[llvm-branch-commits] [llvm] [LoopUnroll] Fix freqs for unconditional latches: N>2, uniform (PR #182405)
via llvm-branch-commits
llvm-branch-commits at lists.llvm.org
Thu Feb 19 15:56:06 PST 2026
llvmbot wrote:
<!--LLVM PR SUMMARY COMMENT-->
@llvm/pr-subscribers-llvm-transforms
Author: Joel E. Denny (jdenny-ornl)
<details>
<summary>Changes</summary>
This patch introduces the command-line option `-unroll-uniform-weights`. When computing probabilities for the remaining N conditional latches in the unrolled loop after converting some iterations' latches to unconditional, LoopUnroll now supports the following three strategies:
- A. If N <= 2, use a simple formula to compute a single uniform probability across those latches.
- B. Otherwise, if `-unroll-uniform-weights` is not specified, apply the original loop's probability to all N latches and then, as needed, adjust as few of them as possible.
- C. Otherwise, bisect the range [0,1] to find a single uniform probability across all N latches. This patch implements this strategy.
An issue with C is that it could impact compiler performance, so this patch makes it opt-in. Its appeal over B is that it treats all latches the same given that we have no evidence showing that any latch should have a higher or lower probability than any other.
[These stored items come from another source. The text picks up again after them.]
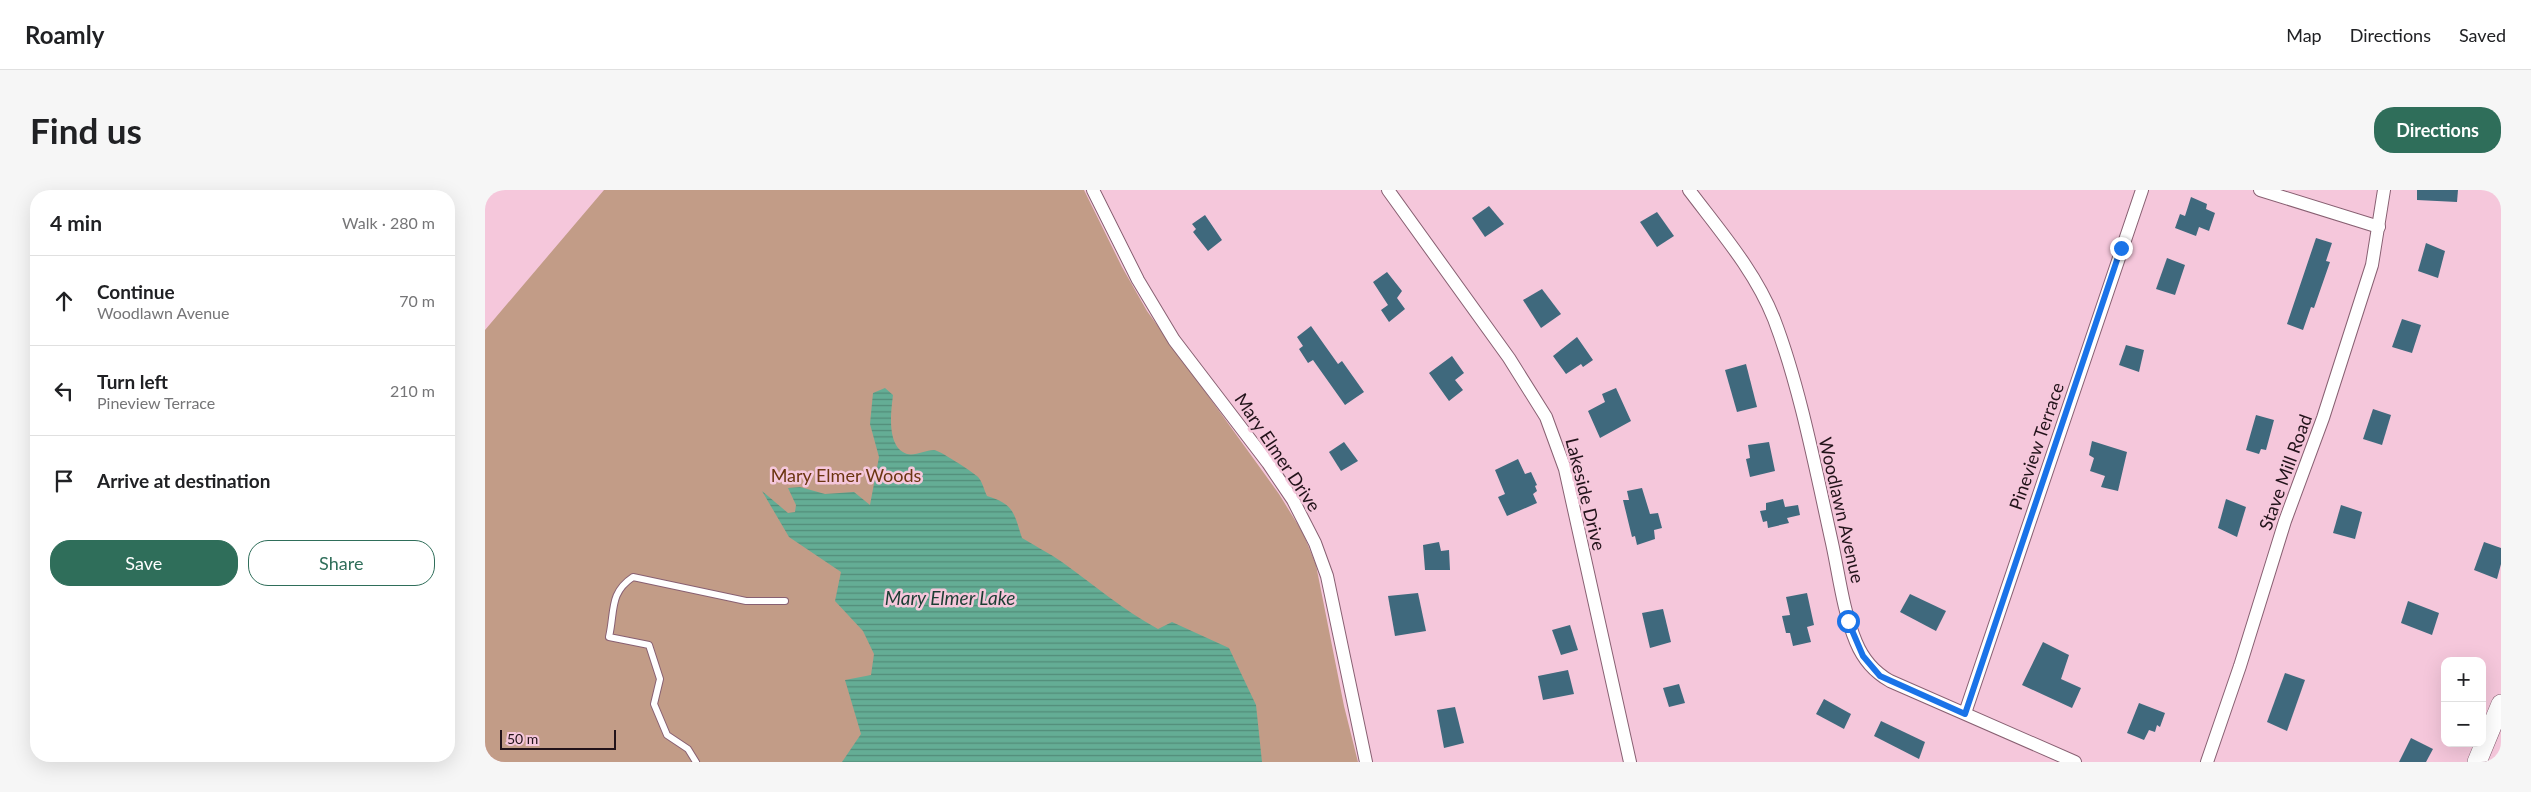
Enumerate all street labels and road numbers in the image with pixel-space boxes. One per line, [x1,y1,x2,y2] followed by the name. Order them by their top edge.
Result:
[2004,380,2068,512] street label: Pineview Terrace
[1230,389,1326,515] street label: Mary Elmer Drive
[2254,411,2316,533] street label: Stave Mill Road
[1561,435,1611,553] street label: Lakeside Drive
[1815,435,1869,585] street label: Woodlawn Avenue

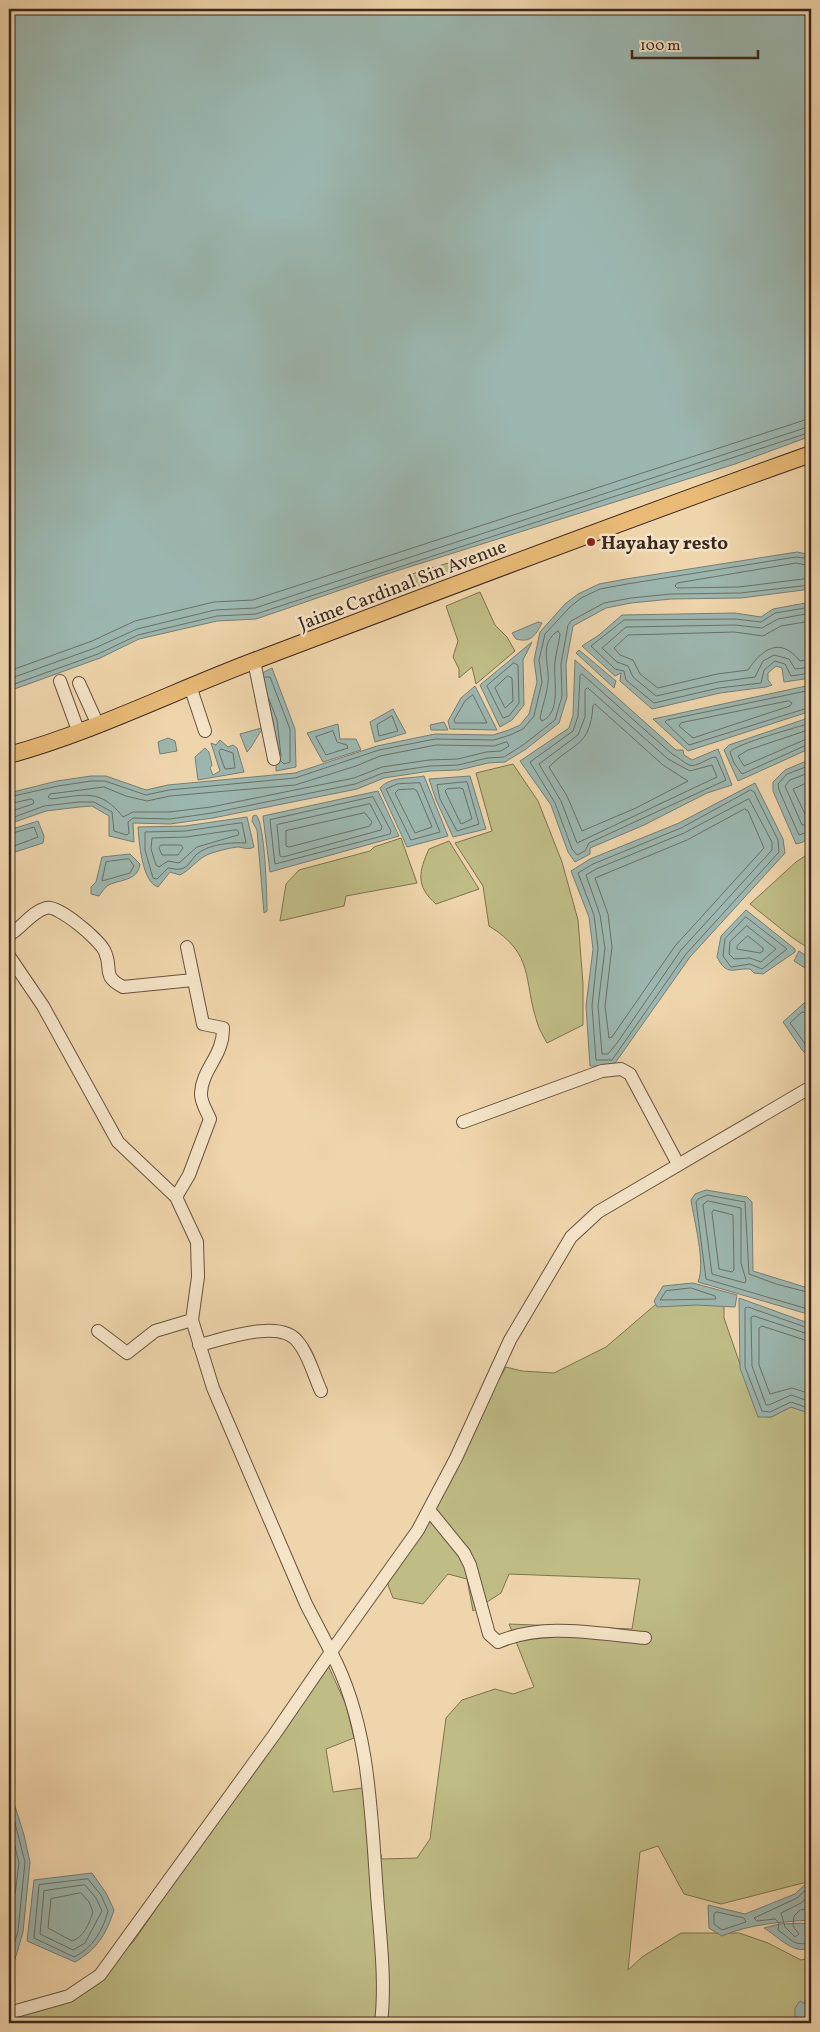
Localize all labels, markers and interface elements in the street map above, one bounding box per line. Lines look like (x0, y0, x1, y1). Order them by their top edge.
scale bar (632, 28, 759, 60)
text: 100 m (640, 36, 680, 57)
place label: Hayahay resto (601, 531, 728, 557)
street label: Jaime Cardinal Sin Avenue (295, 534, 511, 638)
marker: Hayahay resto (585, 536, 597, 548)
A has neither problem, but I do not know how to apply it for N > 2. More experience or feedback from others might determine that some strategies are not worthwhile to maintain.
---
Patch is 42.78 KiB, truncated to 20.00 KiB below, full version: https://github.com/llvm/llvm-project/pull/182405.diff
3 Files Affected:
- (modified) llvm/lib/Transforms/Utils/LoopUnroll.cpp (+97-15)
- (modified) llvm/test/Transforms/LoopUnroll/branch-weights-freq/unroll-complete.ll (+190-77)
- (modified) llvm/test/Transforms/LoopUnroll/branch-weights-freq/unroll-partial-unconditional-latch.ll (+49-21)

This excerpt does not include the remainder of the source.